I'd write a function that takes a reference to a character and if that character is found in lwr, converts it to the corresponding character in upr.
Then you could loop through Astring letter by letter and call the function on each letter.
Wrong equals!
should be
Trevor
Hi there,
I do not understand this
"Using length() as the index is valid for const strings only, and returns the value generated by the string’s default constructor. It is not recommended that you do this."
Could anyone help?
thanks,
Yang
Hi, Yang.
Let us see whether the aforementioned paragraph is correct or not:
"“Using length() as the index is valid for const strings only, and returns the value generated by the string’s default constructor. It is not recommended that you do this.”"
Let us write the following sample program:
#include <iostream>
#include <string>
using namespace std;
int main()
{
const string scSource("abcdefg");
string::size_type nLength = scSource.length();
cout << "Const string is: ["
<< scSource << "]" << endl;
cout << "Const string length is: ["
<< nLength << "]" << endl;
cout << "Last character is: ["
<< scSource[nLength-1] << "]" << endl;
cout << "Using length() returns: ["
<< scSource[nLength] << "]" << endl << endl << endl;
string sSource("hijklmn");
nLength = sSource.length();
cout << "Non-const string is: ["
<< sSource << "]" << endl;
cout << "Non-const string length is : ["
<< nLength << "]" << endl;
cout << "Last character is: ["
<< sSource[nLength-1] << "]" << endl;
cout << "Using length() returns: ["
<< sSource[nLength] << "]" << endl;
return 0;
}
The output of this sample program is:
Const string is: [abcdefg]
Const string length is: [7]
Last character is: [g]
Using length() returns: [ ]
Non-const string is: [hijklmn]
Non-const string length is : [7]
Last character is: [n]
Using length() returns: [ ]
As you can see, the string::operator[] is applicable using the length() function for both const strings and non-const strings - unlike specified in the aforementioned paragraph.
However, the results are unpredictable. In the output produced above using the Code::Blocks Integrated Development Environment and the gcc compiler, nothing was returned in both cases. This is probably why length()'s usage is not recommended.
I LOVED YOUR TUTORIAL. Thank you so much.
I've been trying to learn C++ for years, but I always got stucked in the pointers. Finally I understood them.

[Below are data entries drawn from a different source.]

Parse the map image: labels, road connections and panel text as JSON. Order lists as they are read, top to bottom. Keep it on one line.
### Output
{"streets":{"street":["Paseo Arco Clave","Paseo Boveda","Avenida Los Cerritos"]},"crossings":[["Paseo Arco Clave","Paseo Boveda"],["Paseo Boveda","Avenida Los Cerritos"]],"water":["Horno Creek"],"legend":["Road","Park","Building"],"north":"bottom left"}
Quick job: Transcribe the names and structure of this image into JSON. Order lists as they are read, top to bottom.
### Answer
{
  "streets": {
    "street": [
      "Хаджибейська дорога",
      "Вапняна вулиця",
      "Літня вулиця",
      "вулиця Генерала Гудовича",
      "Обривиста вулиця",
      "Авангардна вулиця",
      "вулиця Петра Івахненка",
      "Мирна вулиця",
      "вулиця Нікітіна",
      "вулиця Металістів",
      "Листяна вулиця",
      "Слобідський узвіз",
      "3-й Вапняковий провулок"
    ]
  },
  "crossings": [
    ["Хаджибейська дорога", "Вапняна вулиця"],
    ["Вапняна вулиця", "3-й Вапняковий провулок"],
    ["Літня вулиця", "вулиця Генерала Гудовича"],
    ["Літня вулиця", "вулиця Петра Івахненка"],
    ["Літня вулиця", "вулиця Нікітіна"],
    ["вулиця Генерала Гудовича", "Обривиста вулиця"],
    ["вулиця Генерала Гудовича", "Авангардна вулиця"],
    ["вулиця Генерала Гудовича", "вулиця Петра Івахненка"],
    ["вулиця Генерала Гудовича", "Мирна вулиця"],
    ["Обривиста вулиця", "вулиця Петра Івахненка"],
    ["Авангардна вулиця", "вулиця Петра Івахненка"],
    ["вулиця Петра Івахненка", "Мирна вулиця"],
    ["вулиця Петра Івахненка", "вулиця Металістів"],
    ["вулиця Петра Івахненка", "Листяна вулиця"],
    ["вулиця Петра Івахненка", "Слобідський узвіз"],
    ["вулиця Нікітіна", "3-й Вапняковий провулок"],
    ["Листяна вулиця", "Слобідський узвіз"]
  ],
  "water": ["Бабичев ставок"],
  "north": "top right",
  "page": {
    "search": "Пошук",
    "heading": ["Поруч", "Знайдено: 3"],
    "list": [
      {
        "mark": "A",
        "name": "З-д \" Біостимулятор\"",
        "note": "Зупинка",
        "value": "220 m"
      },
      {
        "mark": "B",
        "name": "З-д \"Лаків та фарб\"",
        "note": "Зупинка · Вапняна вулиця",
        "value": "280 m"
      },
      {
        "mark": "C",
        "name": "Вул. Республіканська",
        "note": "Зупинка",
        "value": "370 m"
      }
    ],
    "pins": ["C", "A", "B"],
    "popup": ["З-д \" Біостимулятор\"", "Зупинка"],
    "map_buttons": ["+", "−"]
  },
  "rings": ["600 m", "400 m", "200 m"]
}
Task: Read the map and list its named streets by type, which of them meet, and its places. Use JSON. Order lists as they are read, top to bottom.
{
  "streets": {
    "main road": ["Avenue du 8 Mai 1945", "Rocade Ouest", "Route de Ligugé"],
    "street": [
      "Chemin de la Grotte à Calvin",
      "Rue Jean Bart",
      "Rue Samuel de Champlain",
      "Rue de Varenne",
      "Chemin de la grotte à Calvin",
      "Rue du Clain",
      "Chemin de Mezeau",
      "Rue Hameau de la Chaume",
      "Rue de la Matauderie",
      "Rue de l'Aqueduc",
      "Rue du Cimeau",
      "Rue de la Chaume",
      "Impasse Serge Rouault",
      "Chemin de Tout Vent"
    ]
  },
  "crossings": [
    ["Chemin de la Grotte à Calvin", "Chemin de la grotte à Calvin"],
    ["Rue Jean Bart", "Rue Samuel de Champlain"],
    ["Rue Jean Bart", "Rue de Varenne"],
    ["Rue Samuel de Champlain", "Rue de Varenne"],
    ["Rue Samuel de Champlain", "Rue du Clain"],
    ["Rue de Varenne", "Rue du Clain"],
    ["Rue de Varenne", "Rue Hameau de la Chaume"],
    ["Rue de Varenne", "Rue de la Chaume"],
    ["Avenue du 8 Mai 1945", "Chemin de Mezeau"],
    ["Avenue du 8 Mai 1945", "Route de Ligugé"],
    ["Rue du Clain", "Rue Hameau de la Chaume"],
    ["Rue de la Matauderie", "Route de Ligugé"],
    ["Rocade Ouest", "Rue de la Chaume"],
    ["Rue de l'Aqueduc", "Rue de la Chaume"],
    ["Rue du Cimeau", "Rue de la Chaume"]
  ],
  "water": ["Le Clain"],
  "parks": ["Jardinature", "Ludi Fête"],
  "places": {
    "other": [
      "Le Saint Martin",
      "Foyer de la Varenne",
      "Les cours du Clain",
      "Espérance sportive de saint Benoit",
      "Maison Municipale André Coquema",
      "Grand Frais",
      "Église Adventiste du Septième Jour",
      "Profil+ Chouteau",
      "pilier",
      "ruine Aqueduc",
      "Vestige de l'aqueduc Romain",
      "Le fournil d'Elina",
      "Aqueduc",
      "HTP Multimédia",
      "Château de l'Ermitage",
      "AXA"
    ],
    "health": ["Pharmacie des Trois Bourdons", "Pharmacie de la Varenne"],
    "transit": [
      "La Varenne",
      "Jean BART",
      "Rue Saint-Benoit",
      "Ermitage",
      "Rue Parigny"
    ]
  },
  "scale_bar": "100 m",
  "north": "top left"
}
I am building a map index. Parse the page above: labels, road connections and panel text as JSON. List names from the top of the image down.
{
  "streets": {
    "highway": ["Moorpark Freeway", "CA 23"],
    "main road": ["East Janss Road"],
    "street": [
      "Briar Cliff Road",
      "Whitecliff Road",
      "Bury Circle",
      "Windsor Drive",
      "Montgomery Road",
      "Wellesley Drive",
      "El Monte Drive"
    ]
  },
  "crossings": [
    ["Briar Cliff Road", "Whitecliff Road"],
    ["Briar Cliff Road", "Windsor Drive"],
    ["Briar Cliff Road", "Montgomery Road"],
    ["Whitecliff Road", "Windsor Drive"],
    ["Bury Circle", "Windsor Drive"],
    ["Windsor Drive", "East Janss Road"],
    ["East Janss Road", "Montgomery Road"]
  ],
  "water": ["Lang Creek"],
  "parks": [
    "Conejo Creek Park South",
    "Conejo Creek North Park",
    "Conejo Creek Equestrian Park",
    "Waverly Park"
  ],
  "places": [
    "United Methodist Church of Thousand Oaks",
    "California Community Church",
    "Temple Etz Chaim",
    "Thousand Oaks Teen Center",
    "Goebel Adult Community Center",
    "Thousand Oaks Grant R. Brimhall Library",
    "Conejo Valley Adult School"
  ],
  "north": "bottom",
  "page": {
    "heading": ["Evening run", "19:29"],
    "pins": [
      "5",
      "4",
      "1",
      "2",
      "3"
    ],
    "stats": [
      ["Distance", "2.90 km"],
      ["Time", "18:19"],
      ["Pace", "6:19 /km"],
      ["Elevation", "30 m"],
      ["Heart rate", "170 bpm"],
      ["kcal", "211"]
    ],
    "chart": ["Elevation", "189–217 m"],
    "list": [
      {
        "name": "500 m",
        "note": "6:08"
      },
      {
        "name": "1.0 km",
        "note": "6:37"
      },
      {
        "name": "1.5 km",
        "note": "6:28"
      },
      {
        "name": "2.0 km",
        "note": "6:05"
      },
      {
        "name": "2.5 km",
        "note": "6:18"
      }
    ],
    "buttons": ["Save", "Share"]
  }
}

I wanted to make games, so I started with BASIC (like 13 years ago), then I learned Visual Basic 6 (bad idea), so when I tried to learn C++ I just cried xD.
Thanks again!!!!
Well, what a journey! Simply amazing tutorial. The best, by far. Clear and concise, exposing exactly what we want to know and mentioning the more advanced or lesser known/used stuff (instead of just not bringing them up at all). You should write a book! I would like to see more chapters added that explore some of the classes that others have suggested throughout the tutorials. I'm sure the information exists somwhere already is merely a Google away, but the way you present information is the best I've seen.
Oh, is there a way to get all of this tutorial in a pre-archived format so that I can download it all as a whole package? Would save me heading online all the time.
Anyway, thanks and bye.
can anybody write me a programme to open the url using C++ please give the complete programme
Awesome tutorial. I was looking to learn C++ for some game programing. I'm pretty bad at math, but it seems pretty managable the way you present it. Thanks so much.
Thank you for the great tutorial,
It really helped me learn to program in c++, and I believe it helped me to write better programs in general.
The tutorial was really clear and easy to understand, and I found it quite complete already.
I'm sure I will check back to skim-read one of the harder topics or see if you put up a new chapter for this awesome tutorial.
Amazing tutorial, thank you! When studying a C++ course at university where pedagogy is not prioritized it's a bless to have a tutorial like this to learn the basics.
Even though I know it is not your intent to cover the standard library some examples covering things like iterators, vectors and such would be much appreciated in the future.